On Mon, 2017-07-31 at 14:48 +0000, Josef Bacik wrote:
> On Mon, Jul 31, 2017 at 03:42:25PM +0200, Mike Galbraith wrote:
> > On Mon, 2017-07-31 at 12:21 +0000, Josef Bacik wrote:
> > > 
> > > I've been working in this area recently because of a cpu imbalance problem.
> > > Wake_wide() definitely makes it so we're waking affine way too often, but I
> > > think messing with wake_waide to solve that problem is the wrong solution.  This
> > > is just a heuristic to see if we should wake affine, the simpler the better.  I
> > > solved the problem of waking affine too often like this
> > > 
> > >
> > 
> > Wait a minute, that's not quite fair :)  Wake_wide() can't be blamed
> > for causing too frequent affine wakeups when what it does is filter
> > some out.  While it may not reject aggressively enough for you (why you
> > bent it up to be very aggressive), seems the problem from your loads
> > POV is the scheduler generally being too eager to bounce.
> >
> Yeah sorry, I hate this stuff because it's so hard to talk about without mixing
> up different ideas.  I should say the scheduler in general prefers to wake
> affine super hard, and wake_wide() is conservative in it's filtering of this
> behavior.  The rest still holds true, I think tinkering with it is just hard and
> the wrong place to do it, it's a good first step, and we can be smarter further
> down.

Yeah, it's hard, and yeah, bottom line remains unchanged.
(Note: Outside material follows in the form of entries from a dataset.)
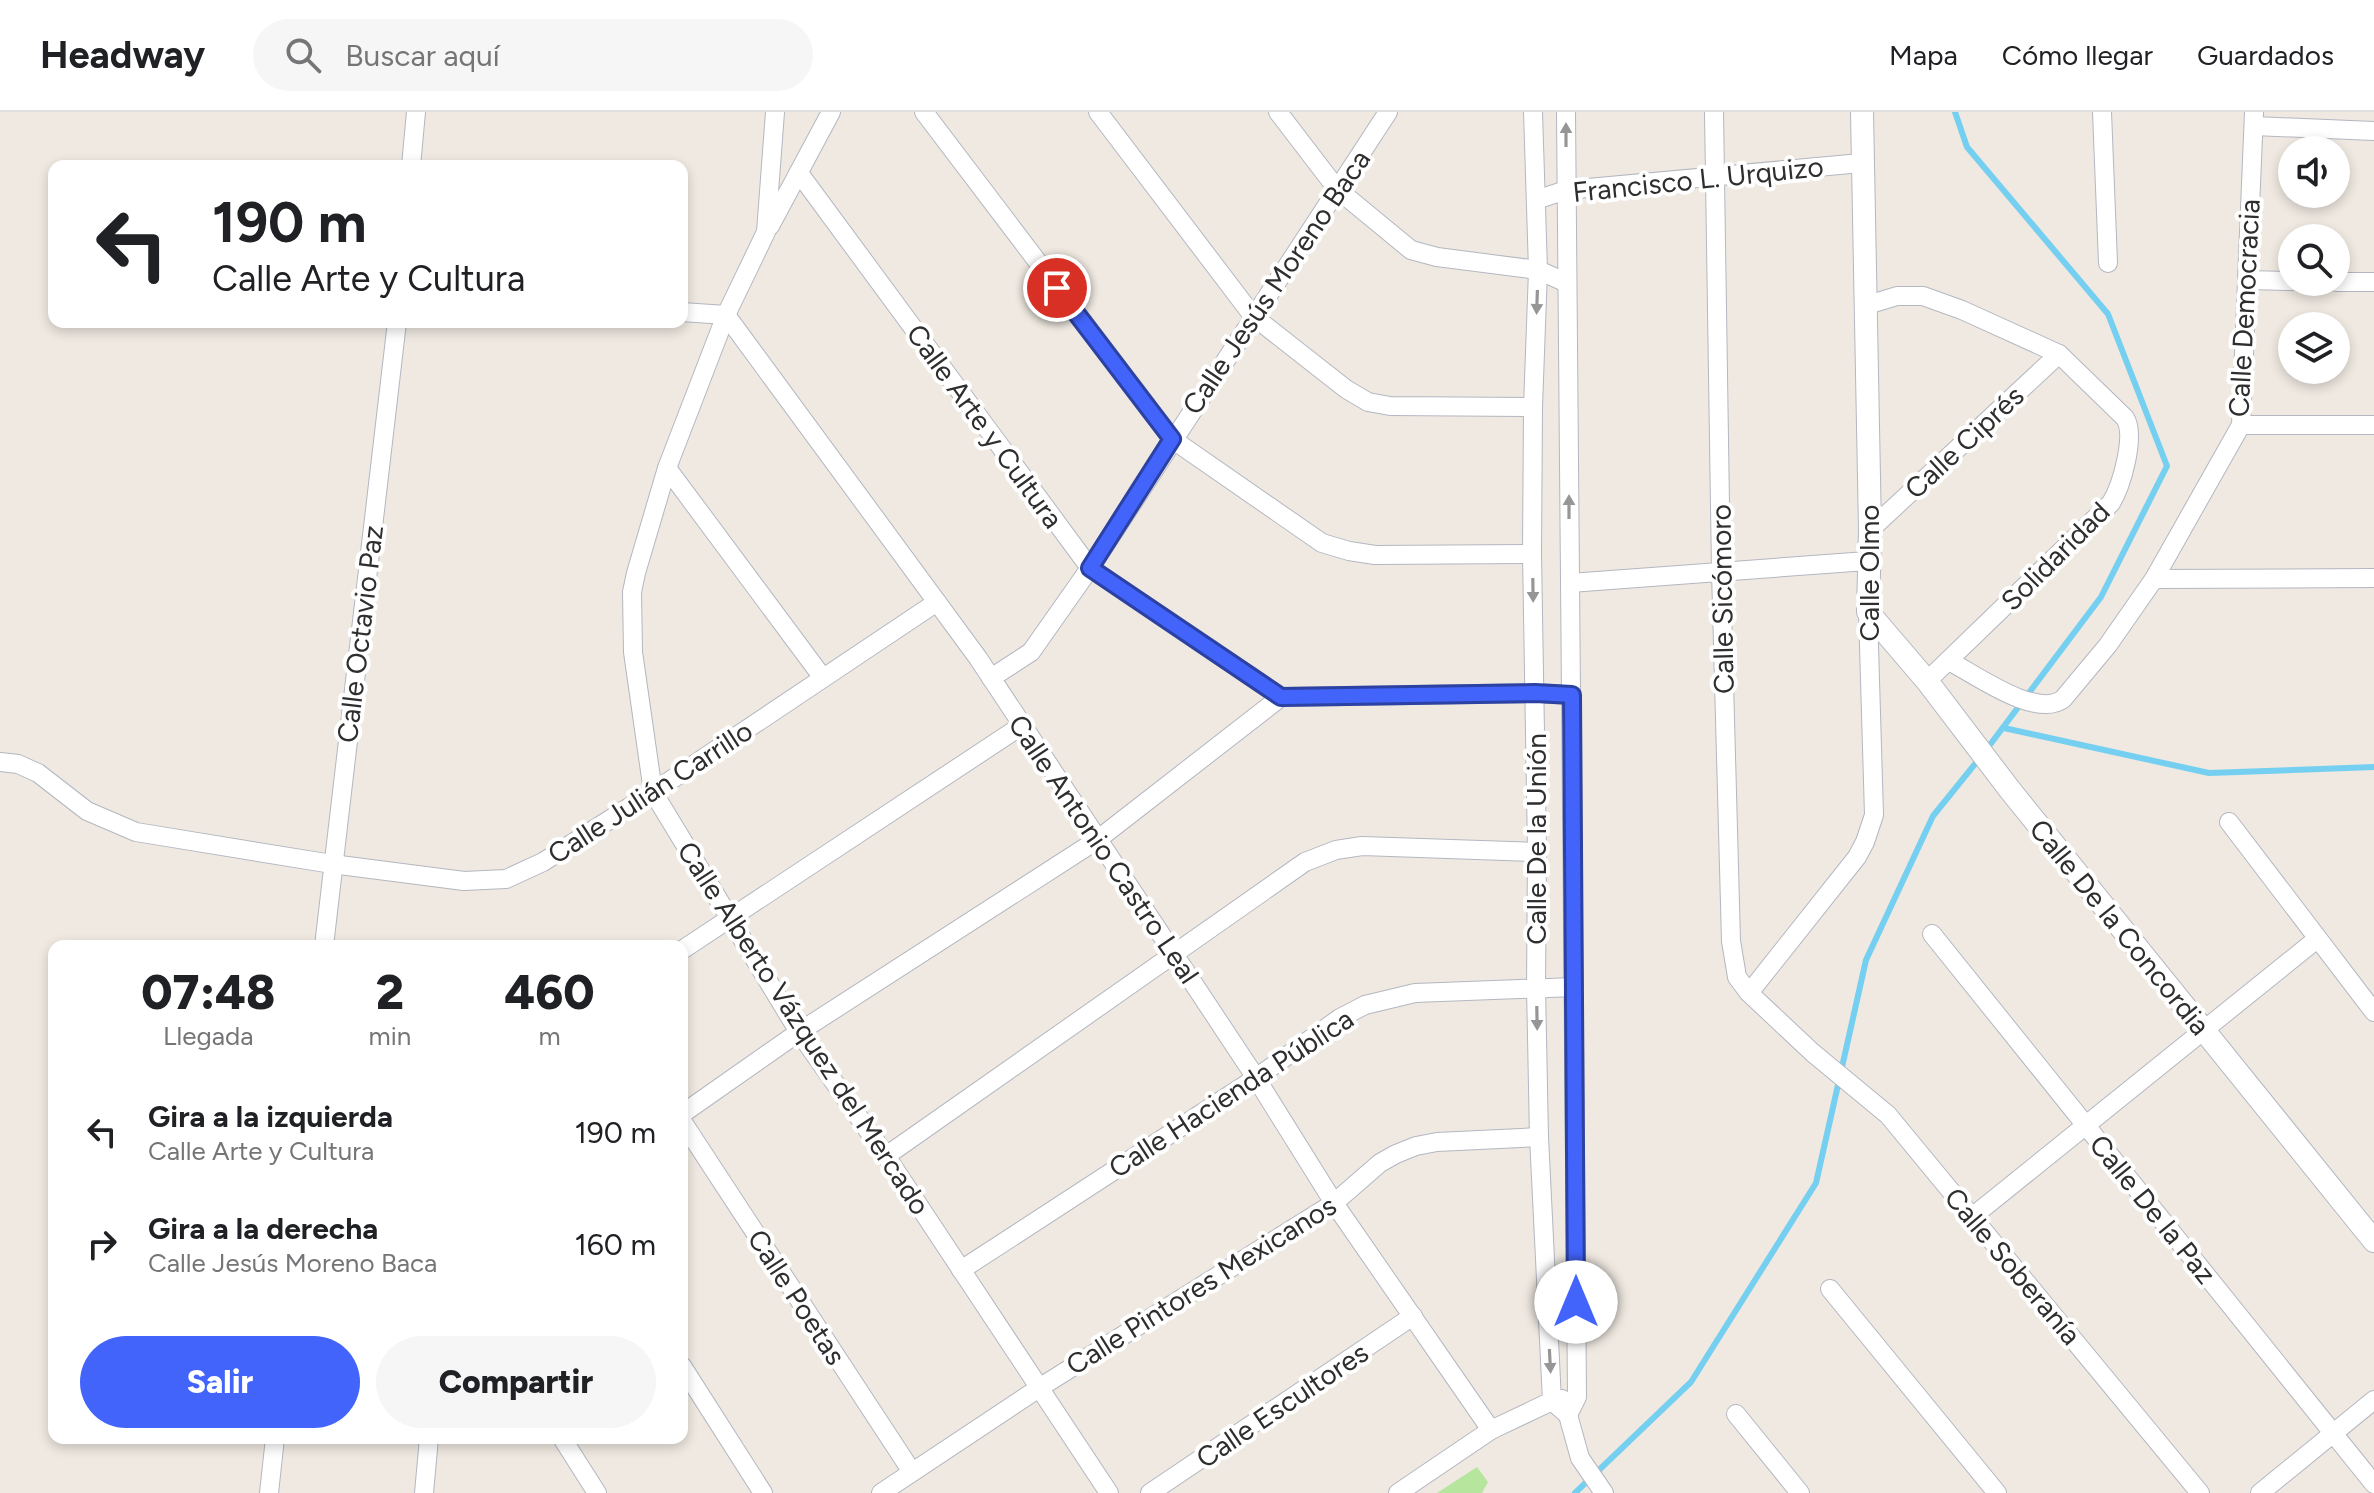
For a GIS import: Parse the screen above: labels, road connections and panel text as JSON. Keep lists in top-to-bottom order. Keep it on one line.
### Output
{"streets":{"street":["Francisco L. Urquizo","Calle Jesús Moreno Baca","Calle Democracia","Calle Arte y Cultura","Calle Ciprés","Solidaridad","Calle Olmo","Calle Sicómoro","Calle Octavio Paz","Calle Julián Carrillo","Calle De la Unión","Calle Antonio Castro Leal","Calle De la Concordia","Calle Alberto Vázquez del Mercado","Calle Hacienda Pública","Calle De la Paz","Calle Soberanía","Calle Pintores Mexicanos","Calle Poetas","Calle Escultores"]},"crossings":[["Francisco L. Urquizo","Calle Olmo"],["Francisco L. Urquizo","Calle Sicómoro"],["Francisco L. Urquizo","Calle De la Unión"],["Calle Jesús Moreno Baca","Calle Arte y Cultura"],["Calle Jesús Moreno Baca","Calle Antonio Castro Leal"],["Calle Democracia","Solidaridad"],["Calle Ciprés","Solidaridad"],["Calle Ciprés","Calle Olmo"],["Solidaridad","Calle Olmo"],["Solidaridad","Calle De la Concordia"],["Calle Olmo","Calle Sicómoro"],["Calle Olmo","Calle De la Concordia"],["Calle Sicómoro","Calle Soberanía"],["Calle Octavio Paz","Calle Julián Carrillo"],["Calle Julián Carrillo","Calle Antonio Castro Leal"],["Calle Julián Carrillo","Calle Alberto Vázquez del Mercado"],["Calle De la Unión","Calle Hacienda Pública"],["Calle De la Unión","Calle Pintores Mexicanos"],["Calle Antonio Castro Leal","Calle Alberto Vázquez del Mercado"],["Calle Antonio Castro Leal","Calle Hacienda Pública"],["Calle Antonio Castro Leal","Calle Pintores Mexicanos"],["Calle Antonio Castro Leal","Calle Escultores"],["Calle Alberto Vázquez del Mercado","Calle Hacienda Pública"],["Calle Alberto Vázquez del Mercado","Calle Pintores Mexicanos"],["Calle Pintores Mexicanos","Calle Poetas"]],"page":{"header":"Headway","search":"Buscar aquí","nav":["Mapa","Cómo llegar","Guardados"],"turn":["190 m","Calle Arte y Cultura"],"eta":["07:48","Llegada","2","min","460","m"],"list":[{"name":"Gira a la izquierda","note":"Calle Arte y Cultura","value":"190 m"},{"name":"Gira a la derecha","note":"Calle Jesús Moreno Baca","value":"160 m"}],"buttons":["Salir","Compartir"]}}
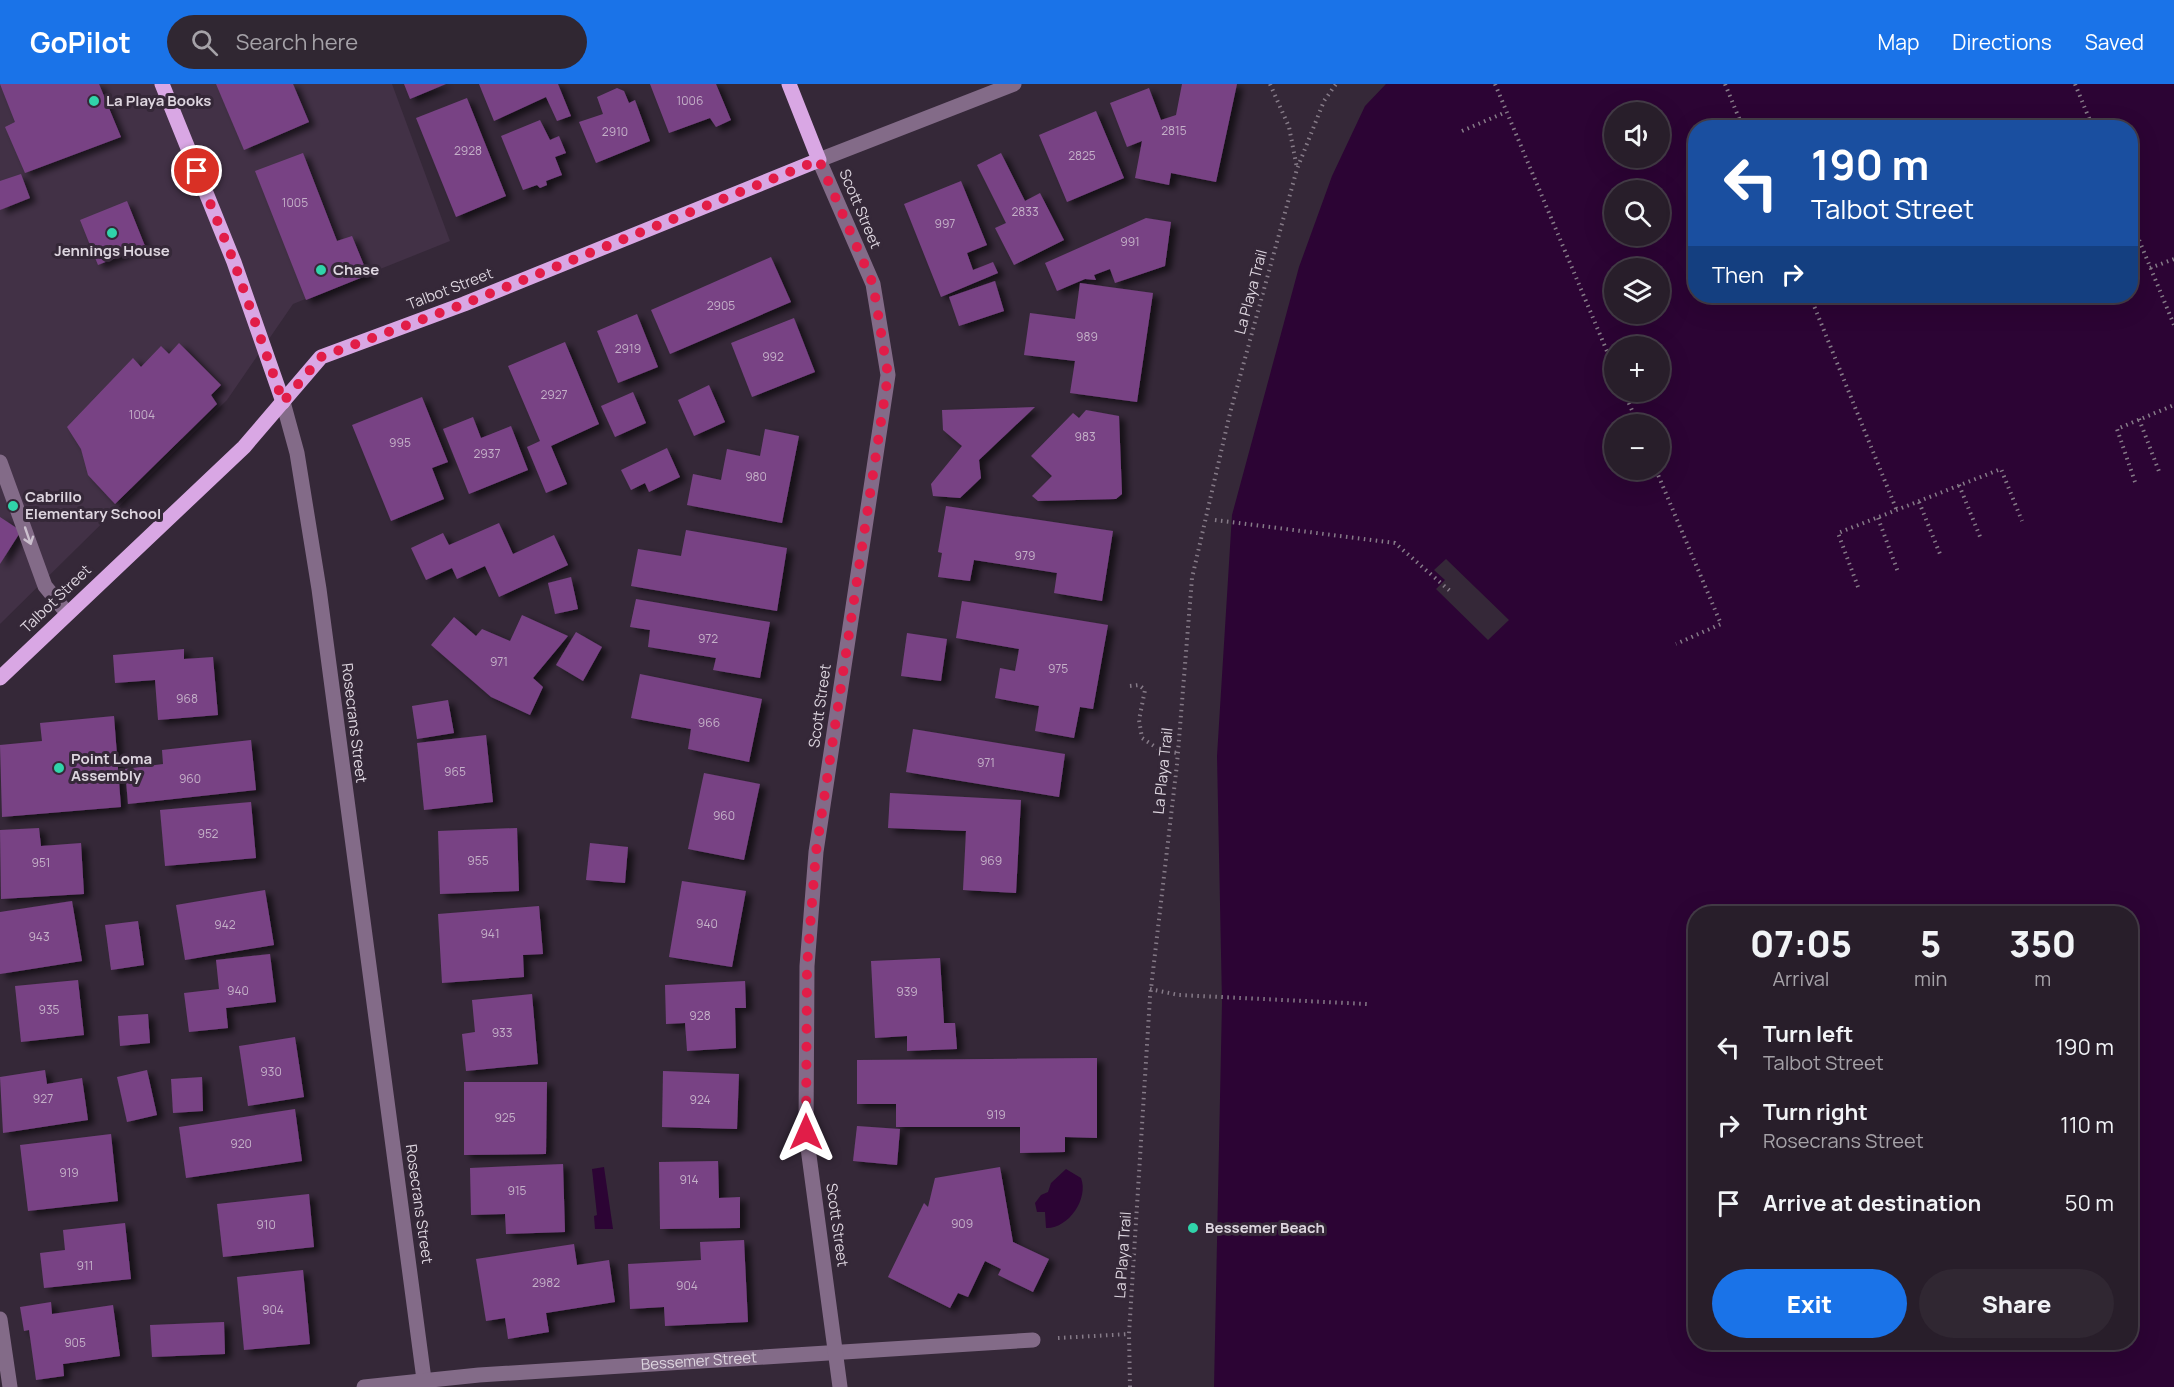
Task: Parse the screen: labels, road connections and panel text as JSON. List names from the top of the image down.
{
  "streets": {
    "main road": ["Scott Street", "Talbot Street", "Rosecrans Street"],
    "street": ["Bessemer Street"],
    "path": ["La Playa Trail"]
  },
  "crossings": [
    ["Scott Street", "Talbot Street"],
    ["Scott Street", "Bessemer Street"],
    ["Talbot Street", "Rosecrans Street"],
    ["Rosecrans Street", "Bessemer Street"]
  ],
  "places": [
    "La Playa Books",
    "Jennings House",
    "Chase",
    "Cabrillo Elementary School",
    "Point Loma Assembly",
    "Bessemer Beach"
  ],
  "house_numbers": [
    "1006",
    "2815",
    "2910",
    "2928",
    "2825",
    "1005",
    "2833",
    "997",
    "991",
    "2905",
    "989",
    "2919",
    "992",
    "2927",
    "1004",
    "983",
    "995",
    "2937",
    "980",
    "979",
    "972",
    "971",
    "975",
    "968",
    "966",
    "971",
    "965",
    "960",
    "960",
    "952",
    "955",
    "969",
    "951",
    "940",
    "942",
    "941",
    "943",
    "940",
    "939",
    "935",
    "928",
    "933",
    "930",
    "927",
    "924",
    "919",
    "925",
    "920",
    "919",
    "914",
    "915",
    "909",
    "910",
    "911",
    "2982",
    "904",
    "904",
    "905"
  ],
  "page": {
    "header": "GoPilot",
    "search": "Search here",
    "nav": ["Map", "Directions", "Saved"],
    "map_buttons": ["+", "−"],
    "turn": ["190 m", "Talbot Street"],
    "then": "Then",
    "eta": [
      "07:05",
      "Arrival",
      "5",
      "min",
      "350",
      "m"
    ],
    "list": [
      {
        "name": "Turn left",
        "note": "Talbot Street",
        "value": "190 m"
      },
      {
        "name": "Turn right",
        "note": "Rosecrans Street",
        "value": "110 m"
      },
      {
        "name": "Arrive at destination",
        "value": "50 m"
      }
    ],
    "buttons": ["Exit", "Share"]
  }
}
> > I've also played with rate limiting migration per task, but it had
> > negative effects too: when idle/periodic balance pulls buddies apart,
> > rate limiting inhibits them quickly finding each other again, making
> > undoing all that hard load balancer work a throughput win.  Sigh.
> > 
> That's why I did the HZ thing, we don't touch the task for HZ to let things
> settle out, and then allow affine wakeups after that.

I kinda like the way you did it better than what I tried, but until a
means exists to _target_ the win, it's gonna be rob Peter to pay Paul,
swap rolls, repeat endlessly.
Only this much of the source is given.